Herdeiros são condenados a reconstruir casarão histórico demolido em Carmo do Rio Claro
16.03.2026
Imóvel do século XIX, inventariado como patrimônio cultural, foi demolido irregularmente.Os herdeiros de um casarão histórico do século XIX demolido irregularmente em Carmo do Rio Claro (MG), foram condenados pela Justiça a reconstruir o imóvel e a pagar R$ 50 mil por danos morais coletivos. A decisão atende a pedido do Ministério Público de Minas Gerais (MPMG) e ainda cabe recurso.

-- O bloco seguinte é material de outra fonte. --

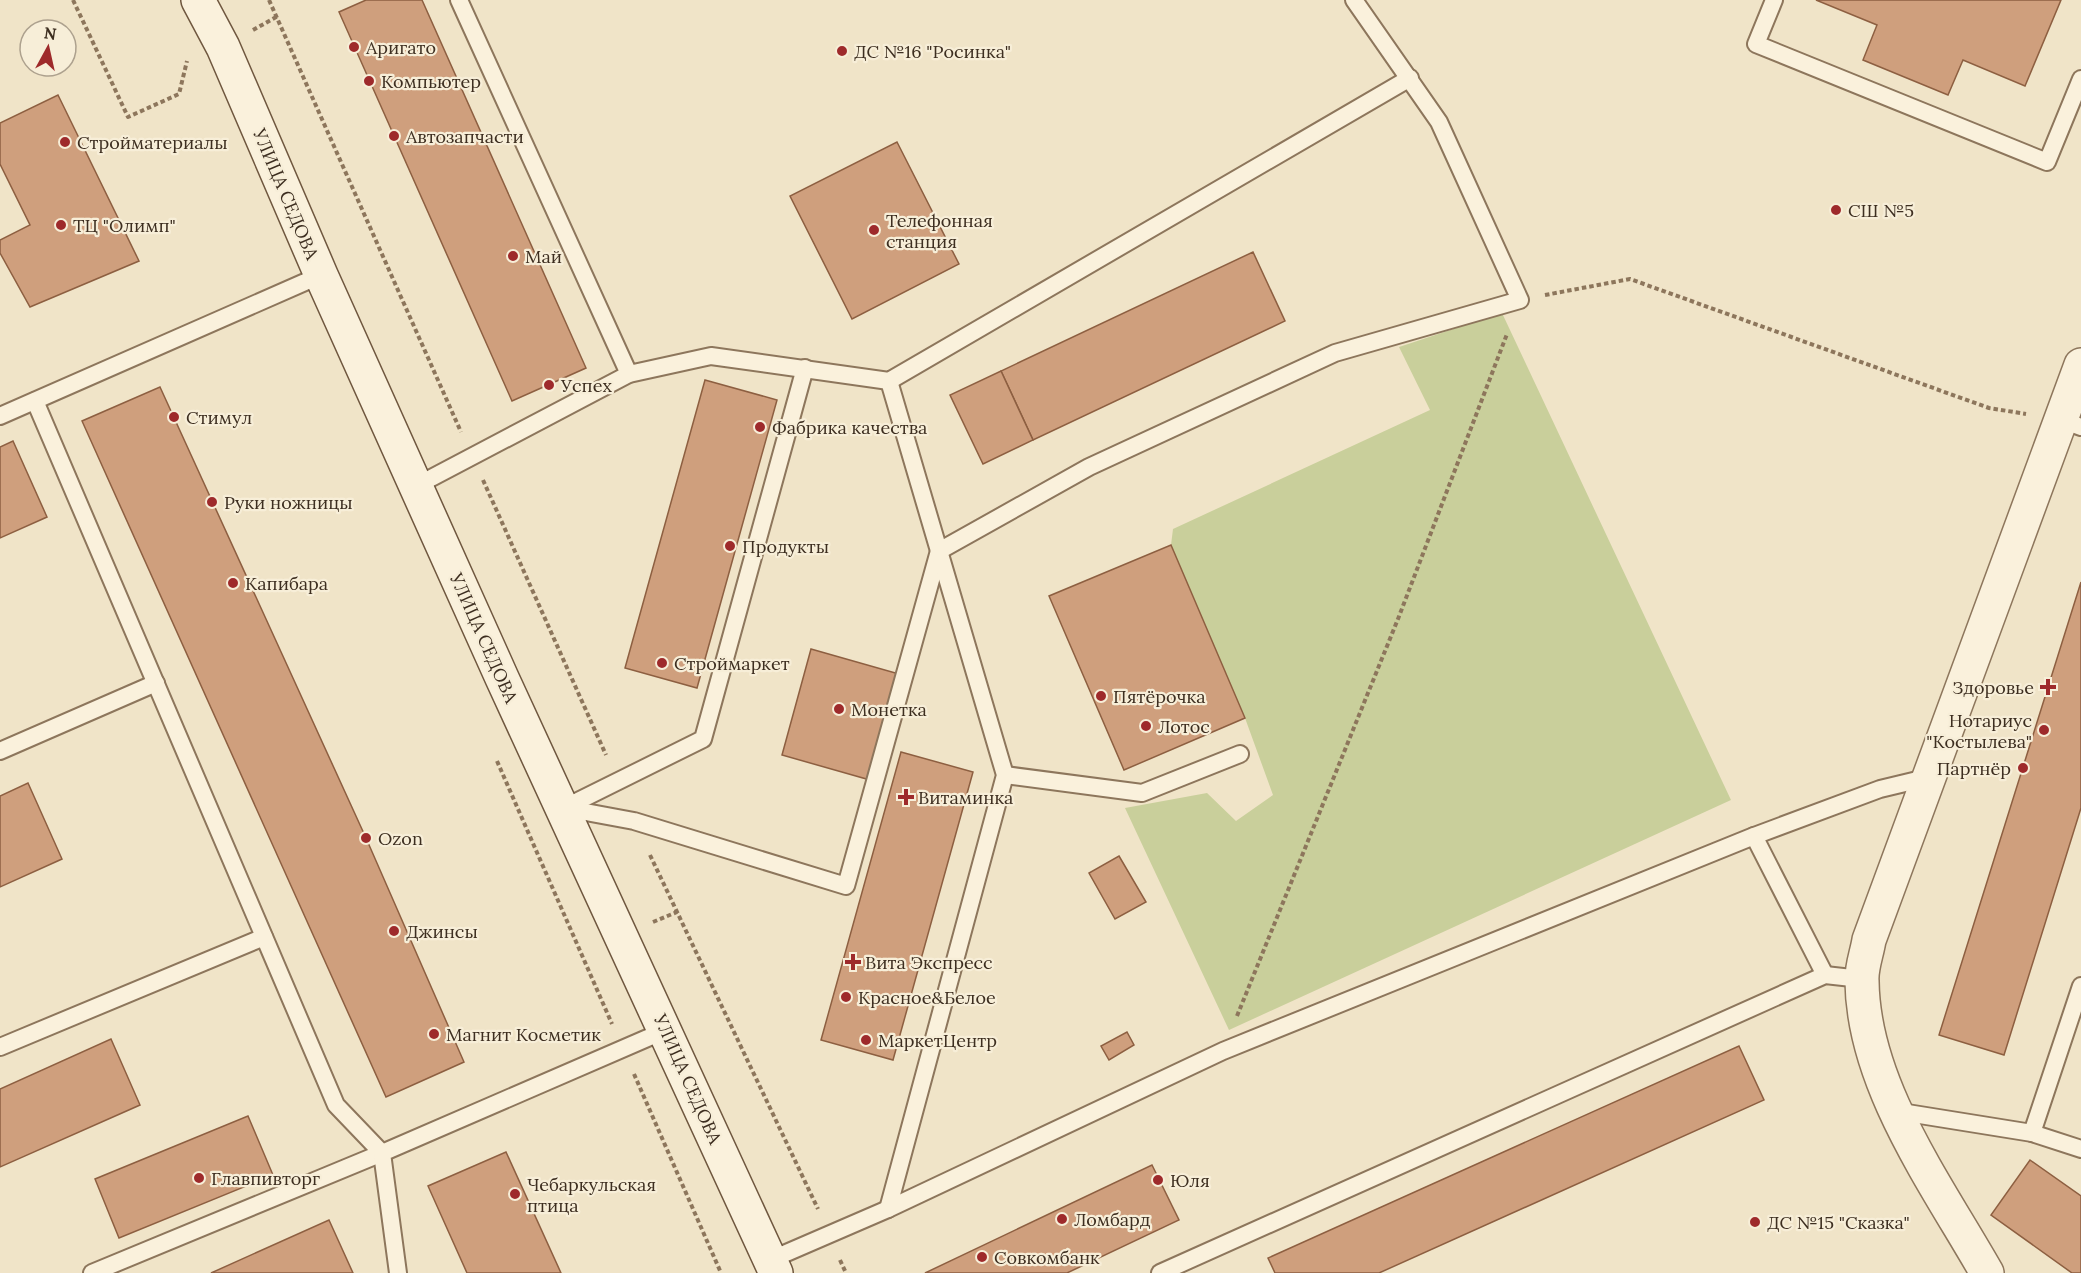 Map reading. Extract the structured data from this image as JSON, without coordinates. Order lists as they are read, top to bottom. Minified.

O casarão havia sido inventariado em 2008 como bem de interesse cultural do município, devido às características arquitetônicas e ao valor histórico ligado ao período colonial e à imigração italiana na região. Mesmo assim, a edificação foi demolida de forma clandestina em 2010.
Segundo o promotor de Justiça Cristiano Cassiolato, responsável pela ação, a demolição ocorreu à revelia dos órgãos de proteção ao patrimônio. “A demolição foi realizada de forma clandestina e ilegal, frustrando a preservação da memória local”, afirmou.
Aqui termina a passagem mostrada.